Les migrants sont notre monde.

PEUGEOT Patrick, président de laCimade,
dans le Quotidien "La Croix" (Paru le : mardi 22/07/2008)
Quel souvenir laissera dans l'Histoire l'Europe du début du XXIe siècle ? Loin des espoirs humanistes des siècles précédents, le continent européen s'enlise dans
une politique de fermeture, de rejet de l'autre. La perception de l'immigration se fait avant tout sur le mode de l'invasion, contre laquelle il faudrait se prémunir, et les migrants deviennent
des boucs émissaires commodes des maux de nos sociétés. Les droits humains sont alors sacrifiés.
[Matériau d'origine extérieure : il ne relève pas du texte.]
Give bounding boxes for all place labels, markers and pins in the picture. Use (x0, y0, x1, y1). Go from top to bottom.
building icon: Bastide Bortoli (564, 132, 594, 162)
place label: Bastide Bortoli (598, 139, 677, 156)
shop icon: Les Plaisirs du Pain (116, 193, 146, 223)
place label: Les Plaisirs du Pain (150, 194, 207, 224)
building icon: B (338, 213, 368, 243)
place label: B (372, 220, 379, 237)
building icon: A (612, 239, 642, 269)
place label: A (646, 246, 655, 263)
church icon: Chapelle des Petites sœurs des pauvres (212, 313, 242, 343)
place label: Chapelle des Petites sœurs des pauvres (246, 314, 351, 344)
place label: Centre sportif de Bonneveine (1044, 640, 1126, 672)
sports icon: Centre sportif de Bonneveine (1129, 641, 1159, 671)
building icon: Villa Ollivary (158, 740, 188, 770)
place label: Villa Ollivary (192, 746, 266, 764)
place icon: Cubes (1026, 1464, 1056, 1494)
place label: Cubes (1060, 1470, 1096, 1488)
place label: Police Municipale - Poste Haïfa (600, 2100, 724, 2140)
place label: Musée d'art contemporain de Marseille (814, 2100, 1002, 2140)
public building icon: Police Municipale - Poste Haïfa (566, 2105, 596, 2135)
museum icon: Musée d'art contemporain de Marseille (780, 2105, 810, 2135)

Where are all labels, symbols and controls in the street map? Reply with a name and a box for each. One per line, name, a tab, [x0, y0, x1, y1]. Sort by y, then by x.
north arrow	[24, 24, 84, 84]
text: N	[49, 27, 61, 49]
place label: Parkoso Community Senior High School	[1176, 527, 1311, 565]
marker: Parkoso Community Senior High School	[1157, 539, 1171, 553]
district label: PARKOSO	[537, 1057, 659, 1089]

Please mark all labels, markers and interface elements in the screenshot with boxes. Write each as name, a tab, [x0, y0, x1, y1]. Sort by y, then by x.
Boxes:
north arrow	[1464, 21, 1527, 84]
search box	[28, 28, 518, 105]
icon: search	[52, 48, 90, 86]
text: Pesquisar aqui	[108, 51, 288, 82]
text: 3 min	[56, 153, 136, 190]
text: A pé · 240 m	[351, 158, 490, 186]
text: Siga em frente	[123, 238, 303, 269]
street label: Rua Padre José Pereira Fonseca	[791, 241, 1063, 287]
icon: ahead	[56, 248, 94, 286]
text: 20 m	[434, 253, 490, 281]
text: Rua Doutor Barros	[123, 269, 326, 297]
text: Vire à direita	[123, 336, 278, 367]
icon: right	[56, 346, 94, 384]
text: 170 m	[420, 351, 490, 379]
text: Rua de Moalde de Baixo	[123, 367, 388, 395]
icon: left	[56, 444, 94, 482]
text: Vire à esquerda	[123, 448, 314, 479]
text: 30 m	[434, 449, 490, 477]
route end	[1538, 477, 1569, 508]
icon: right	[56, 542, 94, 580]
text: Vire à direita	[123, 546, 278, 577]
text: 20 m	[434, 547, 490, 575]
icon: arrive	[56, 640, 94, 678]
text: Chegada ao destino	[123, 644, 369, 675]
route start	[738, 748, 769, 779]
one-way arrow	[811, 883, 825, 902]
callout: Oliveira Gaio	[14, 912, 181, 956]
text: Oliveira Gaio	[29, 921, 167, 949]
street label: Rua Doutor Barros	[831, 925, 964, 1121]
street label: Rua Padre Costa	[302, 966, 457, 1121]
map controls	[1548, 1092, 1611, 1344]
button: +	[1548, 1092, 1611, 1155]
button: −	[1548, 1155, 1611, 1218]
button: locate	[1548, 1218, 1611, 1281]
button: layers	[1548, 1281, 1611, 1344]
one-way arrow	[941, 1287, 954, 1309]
Dernier exemple en date, la directive que les députés européens ont adoptée le 18 juin dernier banalise l'enfermement des migrants. Cette « directive de la honte » fixe à dix-huit mois la durée légale de rétention pour des personnes dont le seul délit est d'être sans papiers et autorise l'enfermement des mineurs. Quant au pacte européen « fondateur d'une politique commune de l'immigration et de l'asile » que propose la présidence française, il repose sur cinq engagements : un meilleur contrôle des frontières pour « protéger l'Europe » ; l'organisation de l'immigration légale en fonction des capacités d'accueil de chaque État ; l'éloignement « effectif » des sans-papiers ; la création d'un système d'asile commun ; la promotion du codéveloppement et de l'aide au développement en vue de la réduction des flux migratoires.
Il s'agit encore d'un renforcement de la tendance à la fermeture à l'œuvre depuis la signature de la convention de Schengen en 1990 ; au nom de la protection d'un espace intérieur de prospérité et sous prétexte du risque de « l'appel d'air », les États européens érigent des barrières administratives toujours plus strictes et des barrières physiques toujours plus sophistiquées. Ainsi, en 2007, l'ONG Fortress Europe dénombre 2 245 morts et disparus aux frontières de l'Europe ! En guise de réponse à ce drame humain, l'Europe tente de dissimuler le problème, afin que l'essentiel reste invisible aux opinions publiques, en sous-traitant aux États mitoyens comme la Libye et le Maroc le refoulement des migrants.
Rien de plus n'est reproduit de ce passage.